▶ **Brief**:
Leave out all pictures. Return exactly the lines from the top of the material through the line containing "position:absolute; inset:0; border:8px".

▶ **Records for processing**:
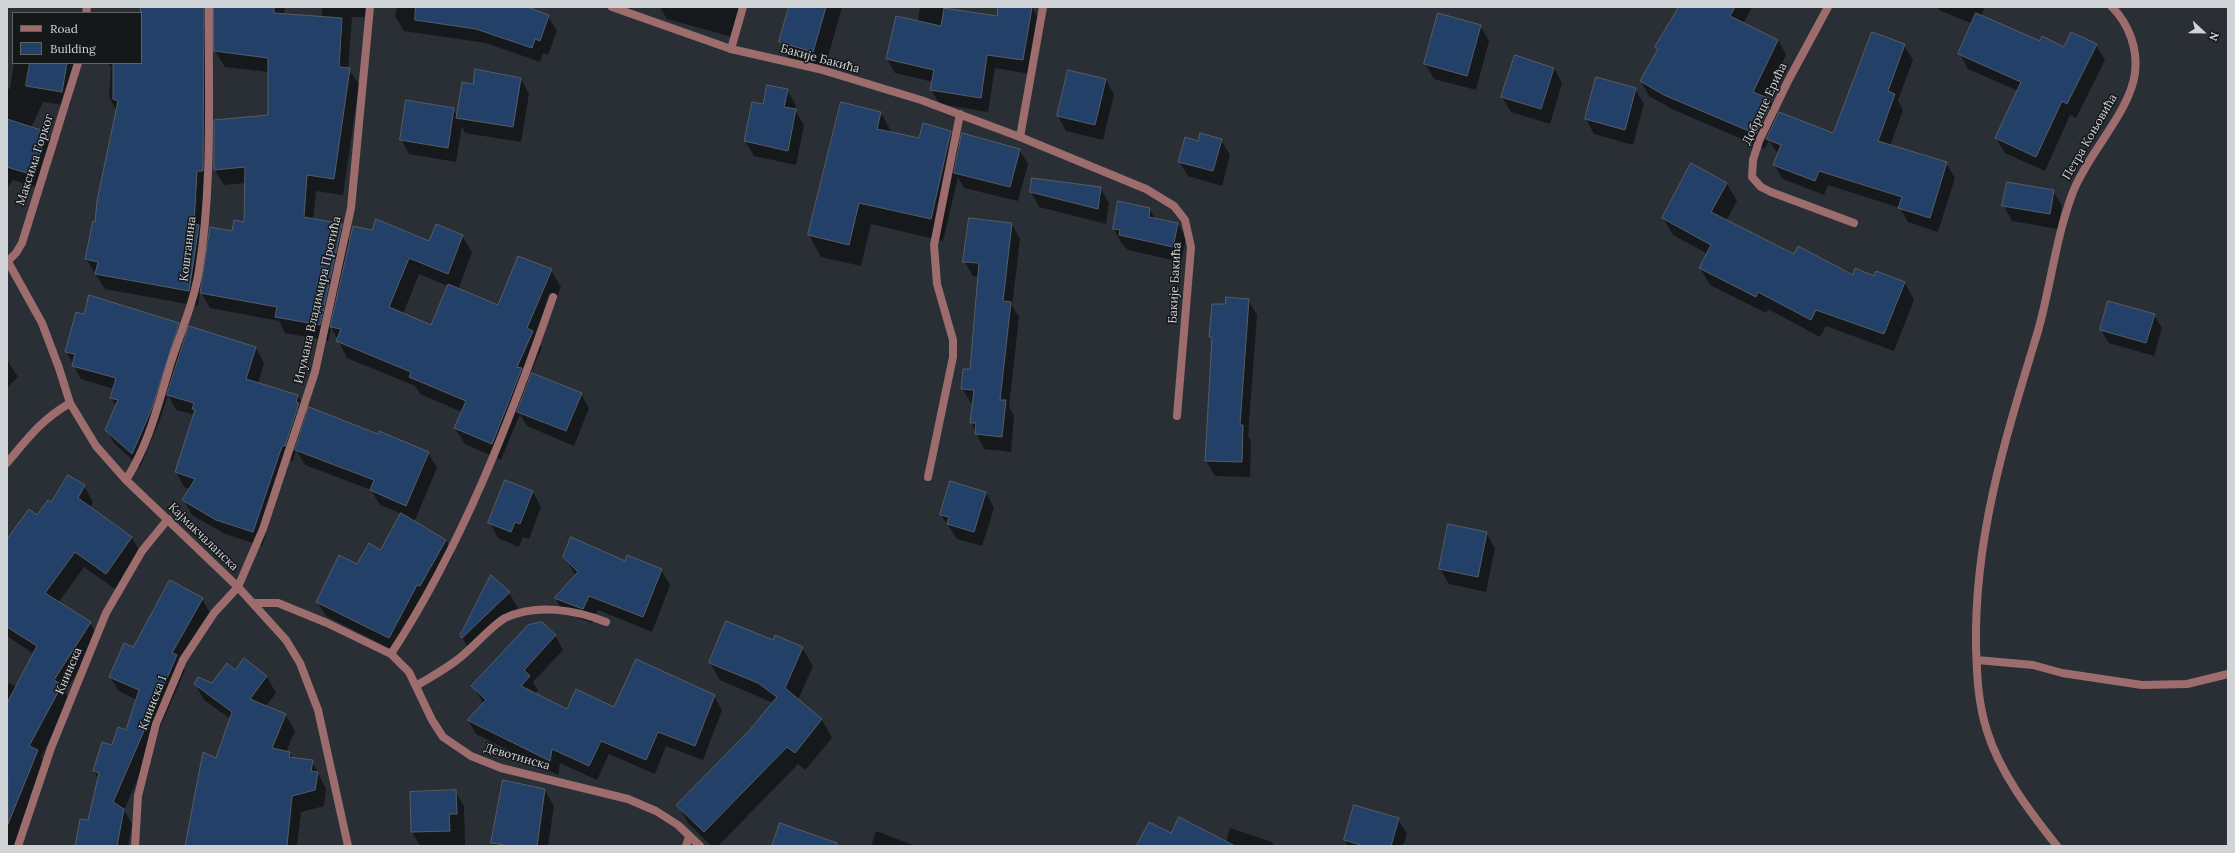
<!DOCTYPE html>
<html>
<head>
<meta charset="utf-8">
<style>
	body { margin:0 }
	#map { position:relative; width:2235px; height:853px; overflow:hidden; background:#2a2f35; font-family:Lora,serif }
	canvas { display:block }
	.frame { position:absolute; inset:0; border:8px solid #d1d4d7; pointer-events:none }
	.legend { position:absolute; left:12px; top:12px; width:130px; height:52px; box-sizing:border-box; background:#151719; border:1px solid #606365; margin:0; padding:5px 7px; list-style:none; font-size:12px; color:#d1d4d7 }
	.legend li { display:flex; align-items:center; gap:8px; height:20px }
	.legend b { width:20px; border:1px solid #606365 }
	.north { position:absolute; left:2183px; top:12px; width:40px; height:40px; -webkit-text-stroke:3px #151719; paint-order:stroke; rotate:112deg; font-size:11px; font-weight:700; line-height:16px; text-align:center; color:#d1d4d7 }
	.north::after { content:''; display:block; margin:auto; width:14px; height:18px; background:#d1d4d7; clip-path:polygon(50% 0,100% 100%,50% 72%,0 100%) }
</style>
</head>
<body>
<div id="map">
<canvas width="2235" height="853"></canvas>
<div class="frame"></div>
<ul class="legend">
<li><b style="height:5px;background:#9d6d6e"></b>Road</li>
<li><b style="height:11px;background:#234168"></b>Building</li>
</ul>
<div class="north">N</div>
</div>
<script>
const g = document.querySelector('canvas').getContext('2d');
g.lineJoin = 'round';
function fill(path, color) {
  g.fillStyle = color;
  g.fill(path, 'evenodd');
}
function stroke(path, color, width, dash) {
  g.strokeStyle = color;
  g.lineWidth = width;
  g.lineCap = dash ? 'butt' : 'round';
  g.setLineDash(dash || []);
  g.stroke(path);
}
function label(font, color, halo, rows, align = 'center') {
  g.font = font + ' Lora,serif';
  g.lineWidth = 3;
  g.setLineDash([]);
  g.textBaseline = 'middle';
  g.strokeStyle = halo;
  g.fillStyle = color;
  for (const [text, x, y, turn = 0] of rows) {
    g.save();
    g.translate(x, y);
    g.rotate((+turn || 0) * Math.PI / 180);
    g.textAlign = isNaN(turn) ? turn : align;
    if (halo) g.strokeText(text, 0, 0);
    g.fillText(text, 0, 0);
    g.restore();
  }
}
const shadow = new Path2D(`
	M234,7H285L284,14L322,17V7H369V17H352L348,69L359,84L343,195L316,191L313,220L341,225L350,241L430,242L462,236L472,252L458,290L498,307L551,270L561,287L538,342L542,348L527,380L529,383L581,394L589,408L574,446L527,426L520,414L501,460L465,444L455,428L462,412L420,394L415,386L347,358L331,327L328,341L285,333L279,321L210,308L200,291L198,306L105,289L86,259L96,223L117,112L109,97L111,68L108,63H141V23L203,24L212,40L203,233L208,243L233,232L245,223L246,183L224,185L215,170L269,116V72L225,67L215,51ZM419,274L448,286L432,326L403,314Z
	M397,7H524L548,16L557,31L548,55L543,53L540,62L486,43L404,31L395,16Z
	M660,7H747L736,38L667,19Z
	M790,7H842L824,71L791,62L780,42Z
	M920,7H951L950,10L998,17L999,7H1032L1040,21L1031,74L995,68L988,112L940,104L931,90L933,82L895,73L887,59L896,17L918,22Z
	M1680,7H1752L1743,24L1778,40L1786,55L1765,98L1770,100L1778,116L1834,134L1904,45L1913,60L1898,100L1903,110L1890,146L1946,163L1955,178L1938,232L1908,222L1900,208L1828,185L1824,195L1783,179L1774,165L1778,154L1769,141L1765,149L1674,110L1649,96L1641,81L1658,51L1656,47Z
	M1938,7H1985L1981,17L2041,42L2064,48L2096,45L2105,60L2076,118L2070,115L2045,171L2005,153L1996,138L2018,91L1968,69L1960,54L1973,24L1939,10Z
	M1480,26L1489,41L1476,90L1434,79L1425,64Z
	M14,63H77L70,106L43,102L31,128L46,133L55,147L41,189L13,180L7,189V88L10,89Z
	M1554,68L1562,83L1550,124L1511,112L1502,97Z
	M1597,78L1635,89L1644,104L1633,145L1594,134L1586,119Z
	M521,79L529,94L521,142L465,133L462,126L456,162L409,154L401,139L453,109L457,116L474,85Z
	M1106,80L1114,95L1103,140L1066,131L1058,116Z
	M787,90L796,105L795,110L804,125L796,165L754,156L745,141L764,106Z
	M841,103L881,113L892,133L920,140L950,131L960,148L1019,149L1028,164L1018,201L964,188L958,177L943,241L871,224L861,266L821,257L809,235Z
	M1221,140L1230,155L1222,186L1188,176L1179,161L1198,142Z
	M1692,165L1727,184L1737,201L1726,221L1794,256L1853,276L1875,277L1905,283L1914,300L1894,351L1826,326L1820,337L1768,309L1766,313L1710,285L1700,268L1708,254L1673,235L1663,218Z
	M1100,188L1109,203L1106,224L1039,207L1031,192Z
	M2053,191L2062,206L2058,229L2012,221L2004,206Z
	M1150,209L1155,219L1178,224L1186,239L1181,262L1128,250L1122,244L1114,229Z
	M1012,224L1020,239L1012,306L1019,317L1009,407L1014,416L1011,452L984,449L971,422L973,403H971L962,388L971,370L979,277L973,276L964,261Z
	M1248,300L1257,315L1248,436L1251,441L1250,477L1215,476L1206,461L1213,342L1210,336L1226,305Z
	M2154,315L2162,328L2154,356L2109,343L2101,330Z
	M178,324L186,338L190,327L256,348L264,363L258,383L298,396L306,411L307,418L378,435L428,453L437,468L415,520L410,519L446,540L454,554L428,600L425,598L397,652L326,616L317,602L357,565L381,551L402,514L380,505L371,490L305,465L296,450L293,461L290,460L262,546L225,534L192,515L184,500L190,489L184,487L176,472L195,415L176,410L168,395L159,422L140,467L114,443L106,429L116,406L111,398L114,389L81,379L66,351Z
	M7,360L18,377L7,388Z
	M951,482L986,493L994,508L982,546L957,539L941,515Z
	M84,486L93,502L90,508L132,538L141,553L115,589L84,567L58,603L90,623L99,638L65,692L70,701L41,757L46,766L14,846H10L7,845V682L17,687L34,654L7,636V541L51,504Z
	M533,492L541,507L529,539L523,537L519,547L498,538L490,523Z
	M1449,525L1486,533L1495,548L1486,592L1449,584L1440,569Z
	M564,556L625,562L661,570L670,585L652,632L598,610L592,623L564,613L555,598L576,576Z
	M491,576L509,593L518,608L471,652L461,636Z
	M202,599L210,613L182,665L185,670L124,810L132,824L128,846H76L89,821L98,779L94,771L127,731L137,700L119,691L110,677L134,648Z
	M555,635L563,650L533,682L538,690L534,694L568,710L615,709L714,696L722,710L703,760L666,746L655,774L609,754L597,780L560,763L558,775L476,734L468,720L484,704L472,686Z
	M773,641L802,648L813,666L798,700L822,720L832,738L805,770L798,764L718,846H711L688,823L678,805L749,732L773,703L720,680L710,663Z
	M244,660L267,677L276,693L266,706L286,715L295,731L286,752L290,753L293,759L312,761L326,789L324,806L301,812L297,846H186L231,719L204,700L195,684H212L235,671Z
	M504,781L544,789L554,806L548,846H492Z
	M455,791L464,806L465,846H420L412,832L411,792Z
	M1398,819L1407,834L1403,846H1348L1345,840Z
	M1230,828L1272,842L1275,846H1137L1172,835L1226,842Z
	M876,831L913,845L914,846H871Z`);
const building = new Path2D(`
	M141,7H204L203,171H197L194,224L199,225L189,291L95,274L98,262L85,259L93,221L95,222L97,201L118,101L113,99V63H141Z
	M214,7H274V13L342,18L339,67L350,68L334,179L307,175L304,217L342,224L320,325L275,317L277,307L200,293L210,227L232,231L234,220L244,222L245,167L214,170V120L268,115V58L214,51Z
	M416,7H527L549,15L540,41L535,39L532,48L476,29L415,20Z
	M789,7H826L813,52L779,42Z
	M998,7H1032L1023,60L987,55L981,98L930,90L934,70L886,59L896,16L941,26L944,8L997,16Z
	M1679,7H1735L1730,16L1778,40L1753,92L1770,99L1767,107L1769,108L1756,134L1664,95L1640,81L1658,49L1655,47Z
	M1438,13L1481,25L1467,76L1424,64Z
	M1976,13L2040,41L2042,36L2064,47L2071,32L2097,44L2067,104L2062,101L2036,157L1995,138L2021,82L1958,54Z
	M1872,32L1905,44L1888,91L1895,94L1878,141L1947,162L1930,218L1898,208L1902,197L1819,171L1815,181L1773,165L1781,145L1766,139L1779,112L1833,133Z
	M1515,55L1554,68L1541,109L1501,97Z
	M30,63H67L62,92L26,86Z
	M475,69L521,78L513,127L456,118L462,82L473,84Z
	M1068,70L1106,79L1095,125L1057,116Z
	M1596,77L1636,88L1625,130L1585,119Z
	M767,85L788,89L784,107L796,109L788,151L744,141L752,102L763,104Z
	M406,100L454,108L448,148L400,140Z
	M841,102L881,112L877,129L919,138L923,123L951,131L931,219L859,203L849,245L808,235Z
	M7,119L47,132L33,175L7,167Z
	M962,133L1020,149L1010,187L954,173Z
	M1200,133L1222,139L1213,171L1178,162L1185,137L1198,141Z
	M1691,163L1727,183L1711,212L1794,254L1798,246L1853,275L1855,268L1874,276L1876,271L1905,282L1884,334L1816,310L1811,320L1758,292L1756,297L1699,268L1711,245L1662,218Z
	M1032,178L1101,187L1098,209L1030,192Z
	M2007,182L2054,190L2050,214L2002,206Z
	M1118,201L1150,208L1149,217L1178,223L1173,247L1119,235L1120,230L1113,229Z
	M969,218L1012,223L1003,301L1011,302L1000,400H1006L1002,437L975,434L976,423H970L974,390L961,389L963,369H970L979,263L963,262Z
	M376,219L429,241L436,224L463,235L448,274L409,258L389,307L431,325L448,284L498,305L518,256L552,269L527,328L533,331L517,367L522,368L492,444L454,428L466,401L409,377L411,372L336,341L341,329L330,327L353,226L372,230Z
	M89,295L179,323L152,408L132,454L105,430L118,400L110,398L116,378L72,366L75,354L65,352L76,312L84,314Z
	M1226,297L1249,299L1240,425H1243L1242,462L1205,461L1212,337H1209L1212,304H1225Z
	M2108,301L2155,314L2146,343L2100,330Z
	M189,326L256,347L246,379L298,395L296,402L299,403L285,446H282L253,532L216,520L182,500L195,479L175,472L195,410L192,409L194,403L167,395Z
	M532,373L582,393L566,431L517,412Z
	M309,407L378,434L379,431L429,452L406,506L370,490L374,480L295,450Z
	M68,475L85,485L78,498L132,537L106,574L75,552L45,593L91,622L54,680L62,685L29,746L38,750L8,824L7,703L37,646L7,627V539L29,509L37,515L48,500L51,502Z
	M505,480L533,491L520,524L515,522L511,532L488,523Z
	M950,481L986,492L974,532L947,524L949,517L940,515Z
	M401,513L446,540L420,586L417,585L389,638L316,602L339,555L357,564L369,543L380,550Z
	M1448,524L1487,532L1478,577L1439,569Z
	M571,537L625,561L627,555L662,569L643,617L589,596L583,609L554,598L578,572L563,557Z
	M491,575L510,592L462,638L460,636Z
	M170,580L203,598L172,653L177,655L113,802L124,809L117,846H75L80,819L88,820L99,773L93,771L102,742L112,745L118,727L126,730L139,690L109,677L124,643L133,647Z
	M726,621L773,640L775,635L803,647L785,688L822,719L795,753L787,747L704,832L676,805L748,732L777,697L758,683L709,663Z
	M542,622L556,635L524,670L530,676L521,686L567,709L576,689L614,707L636,659L715,695L695,746L658,732L646,760L601,741L589,766L552,749L550,761L467,720L486,700L471,686L528,625Z
	M244,658L267,676L250,699L286,714L272,748L290,752L289,757L313,760L311,771L318,772L315,790L292,796L287,846H185L203,752L216,758L232,712L194,684L198,677L212,683L227,663L235,670Z
	M503,780L545,789L537,846H511L491,843Z
	M456,790L457,814H449L450,831L411,832L410,792Z
	M1354,805L1399,818L1391,846H1364L1344,840Z
	M1179,817L1235,846H1136L1149,822L1171,833Z
	M780,823L837,843V846H772Z`);
const lane = new Path2D(`
	M1828,7L1788,81L1759,141L1753,160L1752,177L1761,187L1771,192L1854,223
	M731,49L743,7
	M1020,137L1043,7
	M1977,660L2033,665L2062,673L2142,685L2187,684L2228,674
	M416,686C429,678 444,670 457,660C471,650 492,625 505,618C537,603 576,610 606,622
	M2057,846C2030,812 2000,773 1987,731C1978,703 1977,676 1976,647C1974,536 2006,436 2038,331C2051,285 2056,236 2073,192C2088,153 2130,112 2135,73C2138,49 2129,24 2112,7`);
const street = new Path2D(`
	M612,7L731,49L819,69L921,100L1020,137L1146,189L1174,206L1185,220L1191,247L1177,416
	M86,13L87,7
	M7,260L42,323L59,368L70,403L96,446L126,480L238,587L286,640L300,663L318,710L348,846
	M7,262L16,253L22,243L78,63
	M7,463C28,438 41,420 70,403
	M928,477L953,357V340L937,284L934,245L960,114
	M126,480C150,442 158,404 171,362C181,331 194,302 199,270C213,184 208,94 209,7
	M253,603H278L327,623L391,654L409,672L432,720L443,737L471,756L501,768L628,799L656,811L678,825L700,846
	M391,654C463,544 510,421 553,297
	M18,846L51,748L106,613L142,551L168,519
	M135,846L138,796L156,724L183,660L214,613L238,587L263,529L315,372L351,208L370,7
	M686,846L689,837`);
const streetNames = [
	["Бакије Бакића",820,59,15],
	["Добрице Ерића",1765,104,-65],
	["Петра Коњовића",2090,137,-60],
	["Максима Горког",35,160,-72],
	["Коштанина",188,249,-83],
	["Бакије Бакића",1175,283,-87],
	["Игумана Владимира Протића",318,300,-77],
	["Кајмакчаланска",203,537,44],
	["Книнска",69,671,-67],
	["Книнска 1",153,703,-69],
	["Девотинска",517,757,16]
];
fill(shadow, '#0007');
fill(building, '#234168');
stroke(building, '#575c63', 1);
stroke(lane, '#9d6d6e', 8);
stroke(street, '#9d6d6e', 8);
label('12px', '#d1d4d7', '#151719', streetNames);
</script>
</body>
</html>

▶ **Answer section**:
<!DOCTYPE html>
<html>
<head>
<meta charset="utf-8">
<style>
	body { margin:0 }
	#map { position:relative; width:2235px; height:853px; overflow:hidden; background:#2a2f35; font-family:Lora,serif }
	canvas { display:block }
	.frame { position:absolute; inset:0; border:8px solid #d1d4d7; pointer-events:none }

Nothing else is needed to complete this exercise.